Saturday, August 4, 2007

QUEEN LATIFAH AND HOLLYWOOD ARE GOING SOUTH, Y'ALL

YESTERDAY IN A BEVERLY HILLS RESTAURANT… I was talking with Queen Latifah… well, okay, it was actually her hair stylist and producer friend Julie Baker… and she mentioned to me that Dana (aka Queen Latifah) was heading back to Louisiana.
“For what?” I inquired. (We at 3BAAS/Candleblack Media always ask very deep and penetrating questions.) “For another film shoot,” Julie answered.

What in the past has been a marginal Hollywood story is now becoming a center page item: Film productions are moving out of Hollywood. The story used to be that they were going to Canada. And although that is still true, the bigger and more immediate story is the explosion of film productions that are occurring in the south.

The secret of Louisiana and other southern states recent success is due in large part to a generous bevy of monetary incentives the states offer producers.

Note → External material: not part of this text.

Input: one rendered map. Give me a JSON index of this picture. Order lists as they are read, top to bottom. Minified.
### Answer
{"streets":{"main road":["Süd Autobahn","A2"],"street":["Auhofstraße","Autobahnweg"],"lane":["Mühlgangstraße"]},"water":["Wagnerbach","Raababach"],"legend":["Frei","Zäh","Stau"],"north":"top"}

Under state incentive packages, makers of feature films, television movies, documentaries, commercials, and short films receive rebates and tax breaks generally pegged to how many locals they hire and how much they spend locally.

Incentives matter to filmmakers.


Nia Long & Sandra Bullock shot "
Premonition" in Minden, Louisiana.

A group of small Los Angeles-based production companies probably wouldn't be filming in Georgia this summer without them, said David Koplan, one of the producers of the comedy film "Randy and the Mob." “It's a really big deal for a small movie. It can make the difference in [our] being able to come to a city or not” he said.

But incentives alone aren't enough. Experienced workers, caterers, and camera and equipment rental houses are essential if incentives are to have any lasting effect. Low costs alone will not sustain a film industry. Consequently, Louisiana is beginning to amass just such an infrastructure of people, facilities, and suppliers as the state's film industry matures. Mississippi has set aside a 25-acre "Film Enterprise Zone" where work is scheduled to start this year on a film crew training center.

At least for now, the South is unlikely to ever rival Hollywood or New York as a center of the film and tv industry. But when stars like Queen Latifah, Julia Roberts, Diane Keaton, Nia Long, George Clooney, Brad Pitt, Sandra Bullock and the hundred of other Hollywood artisans take root in places like Shreveport, Louisiana, well, there is clearly a movement afoot.